B. Seller and Purchaser desire to enter into this Agreement in order to
facilitate an efficient transition of the Business of Seller to Purchaser and to
assist Seller following the Closing Date.
NOW, THEREFORE, in consideration of the premises and the covenants,
conditions and agreements contained herein, and for other good and valuable
consideration, the receipt and sufficiency of which are hereby acknowledged, the
parties hereto hereby agree as follows:
Section 1. DEFINED TERMS. Capitalized terms not otherwise defined in this
Agreement shall have the meanings assigned to them in the Asset Purchase
Agreement.
Section 2. SERVICES RENDERED. Purchaser or its designee shall provide
services to Seller as described herein and in the schedules hereto for the
compensation, duration and subject to any limits set forth in the applicable
schedule.
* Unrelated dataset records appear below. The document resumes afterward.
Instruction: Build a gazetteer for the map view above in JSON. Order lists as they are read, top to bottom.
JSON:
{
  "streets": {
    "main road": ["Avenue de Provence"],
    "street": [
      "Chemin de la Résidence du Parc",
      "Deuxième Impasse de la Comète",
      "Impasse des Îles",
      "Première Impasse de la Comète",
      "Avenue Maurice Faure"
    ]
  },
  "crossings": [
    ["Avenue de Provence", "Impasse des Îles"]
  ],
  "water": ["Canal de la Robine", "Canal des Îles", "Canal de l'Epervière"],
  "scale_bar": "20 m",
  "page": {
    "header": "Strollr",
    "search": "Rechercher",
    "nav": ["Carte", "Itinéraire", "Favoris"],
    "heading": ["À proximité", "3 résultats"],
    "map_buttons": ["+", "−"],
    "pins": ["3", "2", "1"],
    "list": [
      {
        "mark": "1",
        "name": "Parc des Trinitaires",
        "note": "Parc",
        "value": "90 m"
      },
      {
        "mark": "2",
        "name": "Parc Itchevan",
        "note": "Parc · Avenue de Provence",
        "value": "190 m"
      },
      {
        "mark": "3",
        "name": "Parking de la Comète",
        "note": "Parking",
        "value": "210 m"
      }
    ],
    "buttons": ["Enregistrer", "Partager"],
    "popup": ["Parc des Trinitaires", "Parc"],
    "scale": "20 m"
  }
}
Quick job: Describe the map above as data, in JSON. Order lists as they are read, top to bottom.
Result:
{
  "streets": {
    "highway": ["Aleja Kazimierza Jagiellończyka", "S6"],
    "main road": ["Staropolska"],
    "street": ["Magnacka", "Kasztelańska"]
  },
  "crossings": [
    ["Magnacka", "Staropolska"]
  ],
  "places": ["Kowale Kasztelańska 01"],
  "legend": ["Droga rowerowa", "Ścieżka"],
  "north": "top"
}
The party providing a service hereunder may be referred to herein as a
"providing party" and the party receiving a service hereunder may be referred to
herein as a "receiving party." The description of the services to be provided
hereunder, the expected timing of the provision thereof, and the manner of
performance of any services hereunder do not in any way modify or amend any
party's obligations under the Asset Purchase Agreement or any Related Document.
(a) SPECIAL SERVICES.
(i) SCHEDULE I hereto sets forth services to be provided by
Purchaser to Seller that require the specific employment of specialized
personnel at the providing entity and are charged at the hourly rates set forth
on SCHEDULE V. Prior to the Closing Date, services of the type set forth in
SCHEDULE I were performed by Seller using Seller's personnel.
(ii) The hourly rates listed in SCHEDULE V have been set based
upon the Seller's representation that such amounts are calculated in a manner
consistent with the Seller's past practices with respect to their own internal
cost allocations.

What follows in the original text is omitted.